### ASSIGNMENT
Look through the records and copy every line in which "filters" appears.

----- ENTRIES PROVIDED

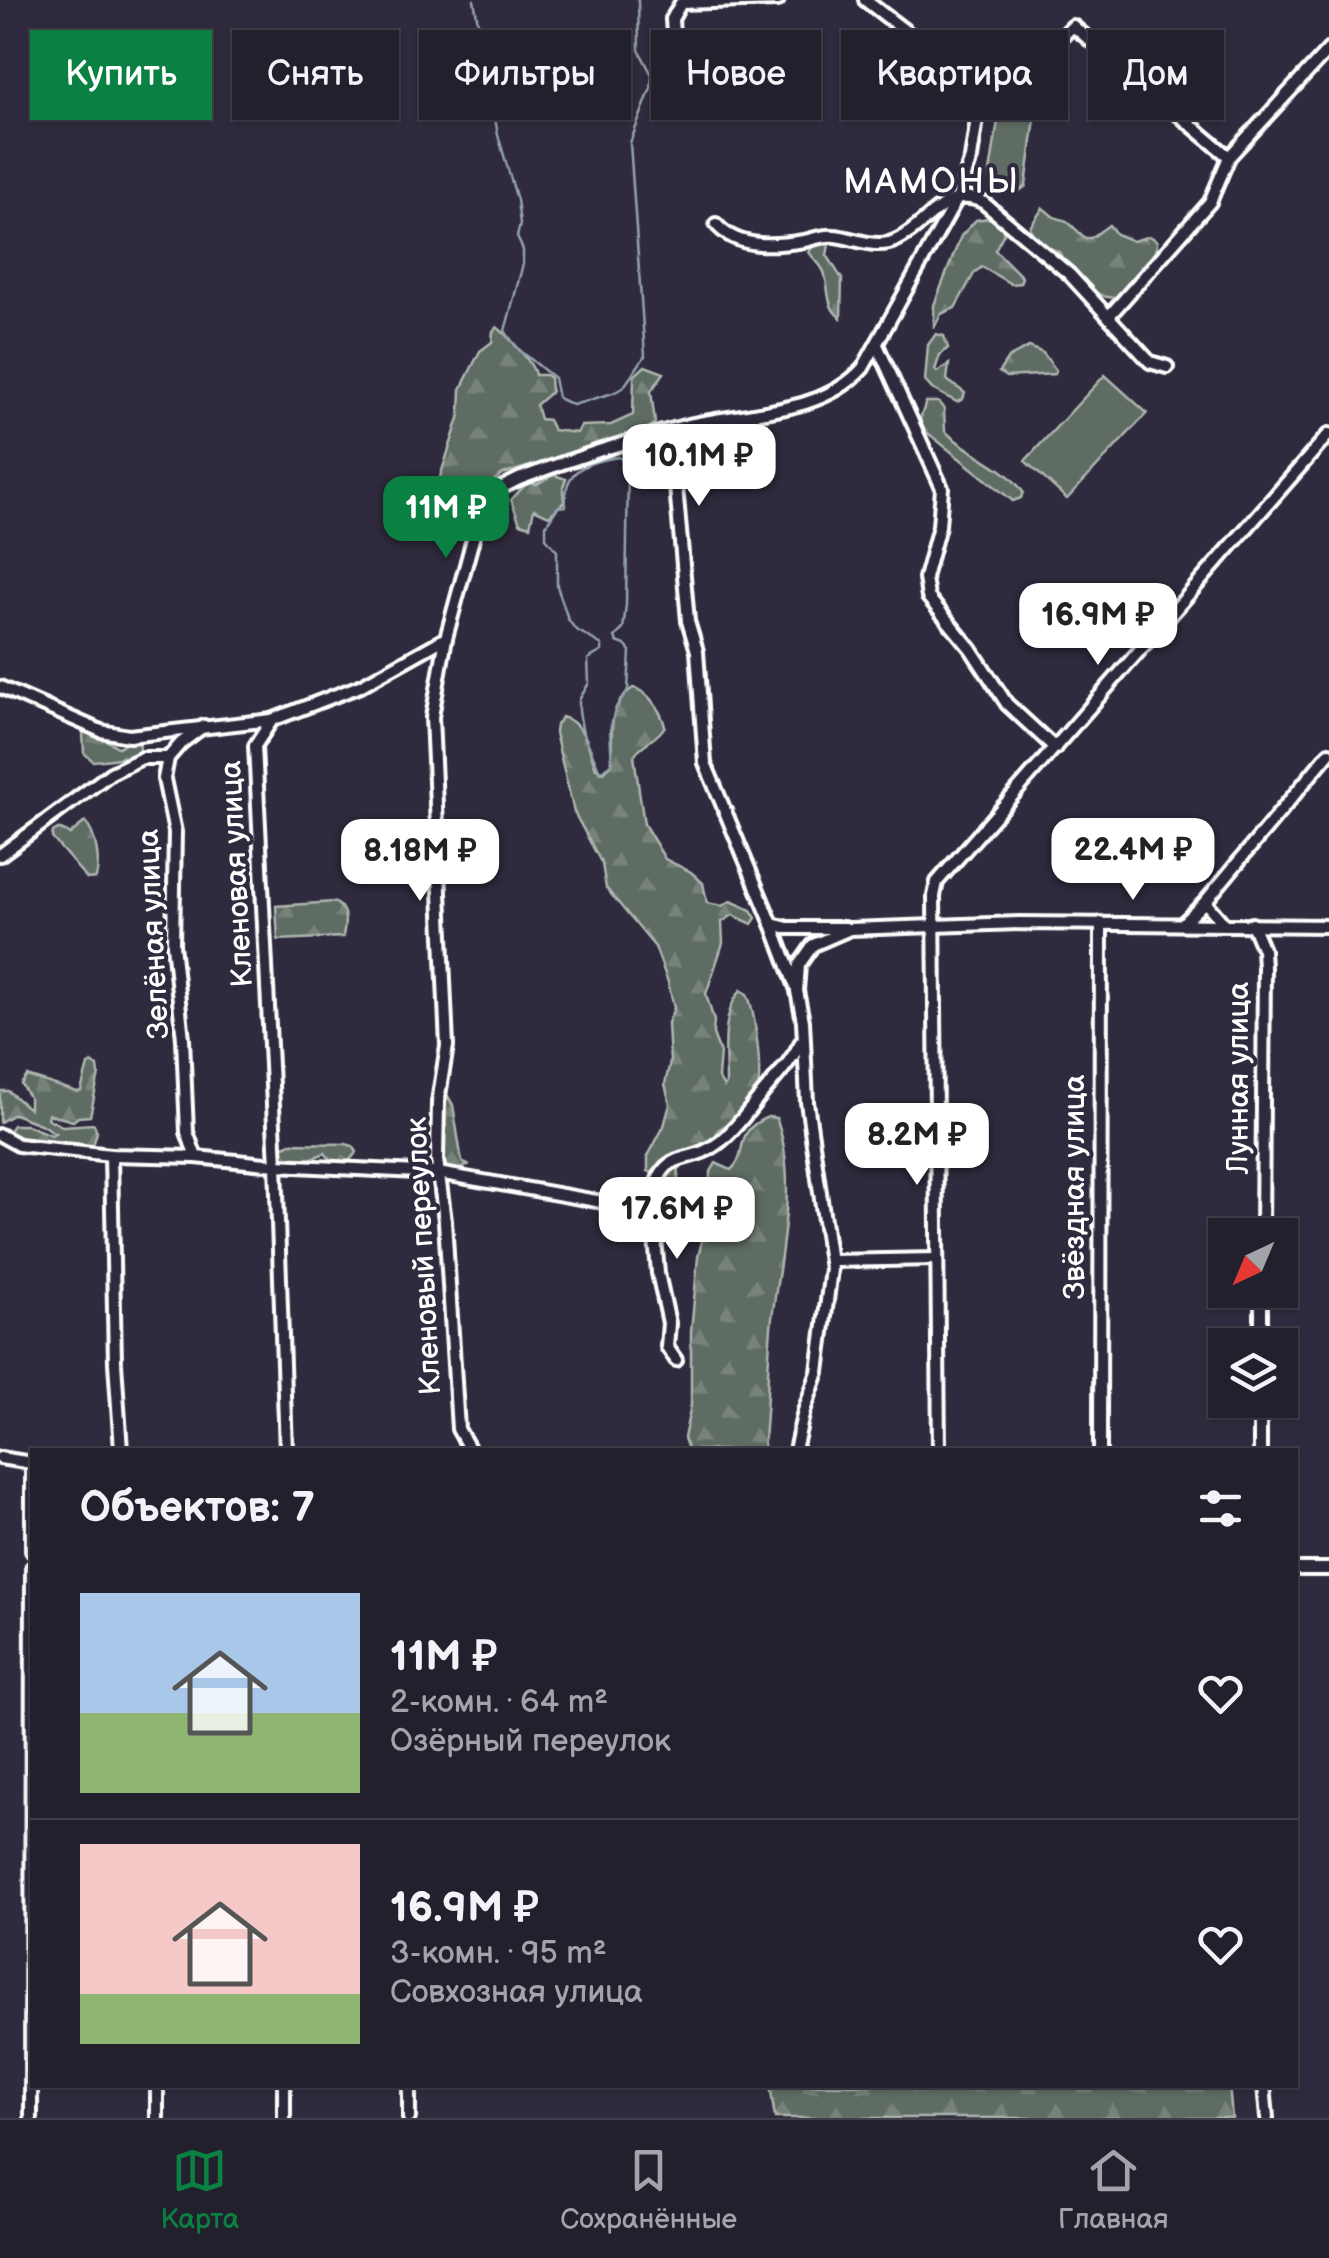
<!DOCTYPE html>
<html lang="ru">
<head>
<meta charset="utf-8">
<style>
  body { margin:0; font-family:"Balsamiq Sans",sans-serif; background:#2b2836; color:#f1f3f6; height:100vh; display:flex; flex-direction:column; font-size:38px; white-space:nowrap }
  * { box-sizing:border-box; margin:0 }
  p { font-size:32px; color:#a3a3aa }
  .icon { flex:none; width:55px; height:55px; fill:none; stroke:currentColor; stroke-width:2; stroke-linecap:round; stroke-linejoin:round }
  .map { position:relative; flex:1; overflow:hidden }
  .panel { position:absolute; left:30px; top:1448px; width:1268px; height:640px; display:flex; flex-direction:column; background:#23202e; border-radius:0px; box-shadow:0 2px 8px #0004,0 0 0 2px #403e4a }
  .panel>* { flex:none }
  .hud { position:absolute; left:30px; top:30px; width:1270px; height:90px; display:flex; gap:20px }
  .needle { width:65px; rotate:224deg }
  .buttons { position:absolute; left:1208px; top:1218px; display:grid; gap:20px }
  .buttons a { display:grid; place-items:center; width:90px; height:90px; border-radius:0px; background:#23202e; box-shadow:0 2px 8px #0004,0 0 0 2px #403e4a; font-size:50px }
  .price { position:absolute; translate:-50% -85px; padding:0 22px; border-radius:20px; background:#fff; color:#222; font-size:32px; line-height:65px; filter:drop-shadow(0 2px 5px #0008) }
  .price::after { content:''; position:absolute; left:50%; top:60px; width:30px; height:22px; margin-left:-15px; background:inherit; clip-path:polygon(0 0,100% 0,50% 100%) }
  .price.selected { background:#0b8043; color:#fff }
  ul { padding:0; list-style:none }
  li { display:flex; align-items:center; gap:30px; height:250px; padding:0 50px }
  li+li { border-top:2px solid #403e4a }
  li span { display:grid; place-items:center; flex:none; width:280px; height:200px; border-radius:0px; color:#555 }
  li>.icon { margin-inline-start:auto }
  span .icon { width:120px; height:120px; fill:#fffc; stroke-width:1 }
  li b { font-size:42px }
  h2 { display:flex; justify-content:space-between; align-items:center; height:120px; padding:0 50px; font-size:42px }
  .chip { padding:0 35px; border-radius:0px; background:#23202e; box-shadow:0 2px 8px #0004,0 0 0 2px #403e4a; font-size:35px; line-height:90px }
  .chip.selected { background:#0b8043; color:#fff }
  .dock { display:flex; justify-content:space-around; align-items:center; height:140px; border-top:2px solid #403e4a; background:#23202e; font-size:28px; color:#a3a3aa }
  .dock a { display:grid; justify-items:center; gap:5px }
  .dock .selected { color:#0b8043 }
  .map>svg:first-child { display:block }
  .green { fill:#5e6c63; stroke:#aeb6b1; stroke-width:2.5 }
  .forest { fill:url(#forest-firs); stroke:#aeb6b1; stroke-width:2.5 }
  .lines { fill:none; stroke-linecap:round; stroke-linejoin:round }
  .stream { stroke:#94a3ad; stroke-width:2.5 }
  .minor-casing { stroke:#fff; stroke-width:18 }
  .minor { stroke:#2f2a3d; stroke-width:10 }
  .labels { text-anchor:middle; stroke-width:8; stroke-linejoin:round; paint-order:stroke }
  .street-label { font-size:30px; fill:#fff; stroke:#2f2a3d }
  .quarter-label { font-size:35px; letter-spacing:2.5px; fill:#fff; stroke:#2f2a3d }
</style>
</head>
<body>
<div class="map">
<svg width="1329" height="2118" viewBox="0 0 1329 2118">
  <defs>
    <pattern id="forest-firs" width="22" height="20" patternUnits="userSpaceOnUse" patternTransform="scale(2.5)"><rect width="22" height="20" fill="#5e6c63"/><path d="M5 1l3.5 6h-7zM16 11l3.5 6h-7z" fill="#76827a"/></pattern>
  </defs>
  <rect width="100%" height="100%" fill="#2f2a3d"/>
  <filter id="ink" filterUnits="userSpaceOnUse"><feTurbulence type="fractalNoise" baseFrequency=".01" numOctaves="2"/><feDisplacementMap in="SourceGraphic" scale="20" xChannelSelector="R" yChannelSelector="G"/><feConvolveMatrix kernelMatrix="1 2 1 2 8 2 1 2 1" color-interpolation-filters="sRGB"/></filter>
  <g filter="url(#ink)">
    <!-- green -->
    <g class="green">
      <polygon points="1011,108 1031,113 1035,118 1026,186 1018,192 994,186 989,179 999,114"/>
      <polygon points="1105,375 1147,413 1067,499 1025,461"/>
    </g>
    <!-- forest -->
    <g class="forest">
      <path d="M1043,208L1054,217L1067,221L1085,238H1091L1109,225L1116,234L1133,241L1150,236L1157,241V248C1149,262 1140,278 1129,290C1103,314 1070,273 1059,252C1042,243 1038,250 1030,227Z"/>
      <polygon points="988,218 997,219 1004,233 995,250 1022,277 1020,283 1011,284 982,267 975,272 955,308 941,314 934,328 934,305 961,236 976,220"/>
      <path d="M815,242L829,245L827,255L842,279L841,318C825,307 830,289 824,272C821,264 813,259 809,252Z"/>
      <path d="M497,327C508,336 533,362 535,375H546L550,378L551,392L536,405L540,419L548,420L553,430L577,433L581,426L611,425L633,415L634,376L645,366L664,373L651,391L655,423L644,433L503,474L481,489L470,508L458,513L441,505L438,495L440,477L460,415L461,389L480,351L492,342L493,331Z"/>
      <polygon points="936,334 944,336 948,348 940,355 935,370 937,372 949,364 947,380 965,393 963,399 957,402 932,389 925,381 928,345"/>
      <polygon points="1029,347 1043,353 1056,370 1055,374 1006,377 999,372 1008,358"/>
      <path d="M926,402H938L944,409L945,431C968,454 1005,465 1023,492L1021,498L1013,501L924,430L920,419Z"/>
      <polygon points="554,475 566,479 563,487 564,502 549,516 534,509 530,526 520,523 511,500 527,483 537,484"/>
      <path d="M633,688C648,690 661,711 665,726C657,741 641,742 634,756L644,824L665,859L691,872L703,883L707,903L722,906L731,901L751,910L756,918L752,924L733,915L722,922L723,943L706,994L714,1021L713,1034L720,1052L718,1078L724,1087L726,1084C726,1054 720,1014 741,990L747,994C755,1010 763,1074 757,1091C751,1109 732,1121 718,1130L711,1146L668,1159L654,1174L648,1171V1156L664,1126L670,1104L665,1084L670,1062L668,1023L674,1008L668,982L655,947L606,888L602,864L574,812L555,733L556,725L562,717C585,723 588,747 596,768L604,772L612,764C613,736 605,706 633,688Z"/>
      <path d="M87,729L118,747L136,739L140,746L139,752C130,758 105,760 93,761L84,753L83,733Z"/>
      <path d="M85,822C97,836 100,861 96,878L87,879L52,838L53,832L58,829L70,834Z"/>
      <path d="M334,902C349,910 345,923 343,937L278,940L276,906Z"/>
      <polygon points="92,1063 98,1067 99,1074 90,1116 78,1117 73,1121 48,1114 47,1118 62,1126 94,1124 97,1132 93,1146 23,1141 6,1135 13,1125 26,1125 51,1135 55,1133 40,1124 14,1114 0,1122 0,1091 8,1091 29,1109 29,1097 21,1084 27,1076 77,1092 81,1091 88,1065"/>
      <polygon points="446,1093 453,1105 462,1162 468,1165 456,1171 444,1170 441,1162 442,1096"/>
      <path d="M768,1117L776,1118C799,1178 780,1256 772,1318C767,1362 768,1406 763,1450H688L684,1438L691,1405V1332L698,1257L708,1216L710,1173L716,1163L731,1170C750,1153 731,1132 768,1117Z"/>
      <polygon points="291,1143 346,1144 353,1146 357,1152 348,1162 331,1160 325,1153 310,1159 282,1157 279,1148"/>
      <path d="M674,1165L679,1170L671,1238L665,1243L658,1238C657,1209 654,1188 674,1165Z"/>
      <polygon points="770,2085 1229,2085 1232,2118 775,2118"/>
    </g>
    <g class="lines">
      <!-- stream -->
      <g class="stream">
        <polyline points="474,0 498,135 517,200 520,224 517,237 523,250 523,264 505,331 517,348 554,378 558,398 573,405 613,393 623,388 645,356 630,143 651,88 652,75 639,50 638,0"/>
        <path d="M618,457L627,461L628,469L626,605L623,629L615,637L617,642L625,645L630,651L628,690L615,710L610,730L612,764L600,772L582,729L579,711V700L589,683L588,659L602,651V645L575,629L568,619L557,586V551L546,538V525L558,507L566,506C562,470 586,462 618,457Z"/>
      </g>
      <defs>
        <g id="minor">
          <polyline points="676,80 672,19 681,3 778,0"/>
          <polyline points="982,86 1017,81 1073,26 1229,157"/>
          <path d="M716,224C737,249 774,246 804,241C815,239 824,234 835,236C853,238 870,247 889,243C923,234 946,181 984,203L1069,274L1150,362L1167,367"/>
          <polyline points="1110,315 1210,202 1229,157 1329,49"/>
          <polyline points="878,347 942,488 939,526 925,578 928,597 971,649 1007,704 1055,748"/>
          <polyline points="671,430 688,621 697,651 705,763 772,924 788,928 845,928"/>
          <polyline points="0,687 101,731 129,736 272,720"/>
          <polyline points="0,855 111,773 142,758 168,758"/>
          <polyline points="1205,902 1223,923"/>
          <polyline points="1184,922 1205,902 1329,753"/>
          <polyline points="772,924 797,990"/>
          <polyline points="1252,924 1263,950 1264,967 1262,1235"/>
          <polyline points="0,1135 18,1145 111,1155 196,1157 276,1165 438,1173 636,1208 648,1215 654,1226 658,1273 669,1323 667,1347 676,1360"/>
          <polyline points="111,1155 115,1363 121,1450"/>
          <polyline points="196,1157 187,1132 183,1039 173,944 175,832 164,779 168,758 181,743 204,726"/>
          <path d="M636,1208L653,1196C664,1145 688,1168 721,1141C738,1127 749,1109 763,1093C777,1076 791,1062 801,1042"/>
          <polyline points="831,1261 937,1259"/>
          <polyline points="1261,1345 1261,1290"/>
          <polyline points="286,1450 276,1165 255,746 272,720 360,686 446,638"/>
          <path d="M470,1450L458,1429L445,1221L437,1160L438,1102L447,1046L432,717L446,638L480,513L497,490L519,479C571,459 627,441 681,427C739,411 820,417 863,368L958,197L971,158L982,86L975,77L913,37L865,0"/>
          <polyline points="795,1450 804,1411 818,1372 831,1269 807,1102 803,1021 797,991 799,965 813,945 850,929 1019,923 1329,926"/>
          <polyline points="939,1450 934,896 937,882 1329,434"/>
          <polyline points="1100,1450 1101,923"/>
          <polyline points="1260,1450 1260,1400"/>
          <polyline points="0,1458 32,1463"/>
          <polyline points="32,1463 32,1551"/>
          <polyline points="1295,1569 1329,1569"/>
          <polyline points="284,2085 284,2118"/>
          <polyline points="1264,2085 1267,2118"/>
          <polyline points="31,2118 32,1568"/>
          <polyline points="157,2118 157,2085"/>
          <polyline points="409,2118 409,2085"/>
        </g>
      </defs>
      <!-- minor casing -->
      <use href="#minor" class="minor-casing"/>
      <!-- minor -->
      <use href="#minor" class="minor"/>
    </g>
  </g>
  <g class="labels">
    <!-- street labels -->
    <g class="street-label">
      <text transform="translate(236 874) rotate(-93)" y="10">Кленовая улица</text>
      <text transform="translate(153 934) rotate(-93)" y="10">Зелёная улица</text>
      <text transform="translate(1238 1078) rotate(-90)" y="10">Лунная улица</text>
      <text transform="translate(1074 1187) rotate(-90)" y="10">Звёздная улица</text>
      <text transform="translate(423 1256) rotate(-93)" y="10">Кленовый переулок</text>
    </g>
    <!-- quarter labels -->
    <g class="quarter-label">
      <text x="932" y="193">МАМОНЫ</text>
    </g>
  </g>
</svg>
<div class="buttons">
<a><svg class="needle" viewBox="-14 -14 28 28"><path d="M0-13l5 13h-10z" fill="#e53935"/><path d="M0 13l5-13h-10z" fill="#a3a3aa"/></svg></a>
<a><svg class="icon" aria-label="layers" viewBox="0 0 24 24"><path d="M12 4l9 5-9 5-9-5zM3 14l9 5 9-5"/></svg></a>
</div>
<b class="price" style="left:699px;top:509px">10.1M ₽</b>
<b class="price selected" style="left:446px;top:561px">11M ₽</b>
<b class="price" style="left:1098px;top:668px">16.9M ₽</b>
<b class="price" style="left:1133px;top:903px">22.4M ₽</b>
<b class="price" style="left:420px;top:904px">8.18M ₽</b>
<b class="price" style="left:917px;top:1188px">8.2M ₽</b>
<b class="price" style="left:677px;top:1262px">17.6M ₽</b>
<div class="hud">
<a class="chip selected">Купить</a>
<a class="chip">Снять</a>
<a class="chip">Фильтры</a>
<a class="chip">Новое</a>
<a class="chip">Квартира</a>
<a class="chip">Дом</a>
</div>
<section class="panel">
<h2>Объектов: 7<svg class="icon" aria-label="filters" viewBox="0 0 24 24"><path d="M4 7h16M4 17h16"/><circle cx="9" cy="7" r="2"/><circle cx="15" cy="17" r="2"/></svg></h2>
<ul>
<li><span style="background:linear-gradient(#a9c7e8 60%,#8fb573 0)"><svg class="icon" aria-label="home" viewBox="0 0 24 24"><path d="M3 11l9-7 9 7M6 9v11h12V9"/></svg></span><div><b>11M ₽</b><p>2-комн. · 64 m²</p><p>Озёрный переулок</p></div><svg class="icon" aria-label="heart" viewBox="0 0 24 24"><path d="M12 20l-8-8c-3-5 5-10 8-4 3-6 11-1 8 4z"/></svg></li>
<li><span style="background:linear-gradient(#f6c9c9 75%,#8fb573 0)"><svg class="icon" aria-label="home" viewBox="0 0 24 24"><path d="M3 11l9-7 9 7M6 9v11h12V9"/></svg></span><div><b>16.9M ₽</b><p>3-комн. · 95 m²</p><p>Совхозная улица</p></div><svg class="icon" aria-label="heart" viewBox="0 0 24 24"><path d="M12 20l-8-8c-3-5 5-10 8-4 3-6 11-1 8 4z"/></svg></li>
</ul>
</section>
</div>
<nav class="dock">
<a class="selected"><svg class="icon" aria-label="map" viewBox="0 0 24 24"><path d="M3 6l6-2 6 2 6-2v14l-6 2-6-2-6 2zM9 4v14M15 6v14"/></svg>Карта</a>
<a><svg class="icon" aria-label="saved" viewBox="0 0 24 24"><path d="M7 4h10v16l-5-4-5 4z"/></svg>Сохранённые</a>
<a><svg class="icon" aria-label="home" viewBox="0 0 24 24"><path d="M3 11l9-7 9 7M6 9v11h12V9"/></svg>Главная</a>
</nav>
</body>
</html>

----------

### YOUR RESPONSE
  <filter id="ink" filterUnits="userSpaceOnUse"><feTurbulence type="fractalNoise" baseFrequency=".01" numOctaves="2"/><feDisplacementMap in="SourceGraphic" scale="20" xChannelSelector="R" yChannelSelector="G"/><feConvolveMatrix kernelMatrix="1 2 1 2 8 2 1 2 1" color-interpolation-filters="sRGB"/></filter>
<h2>Объектов: 7<svg class="icon" aria-label="filters" viewBox="0 0 24 24"><path d="M4 7h16M4 17h16"/><circle cx="9" cy="7" r="2"/><circle cx="15" cy="17" r="2"/></svg></h2>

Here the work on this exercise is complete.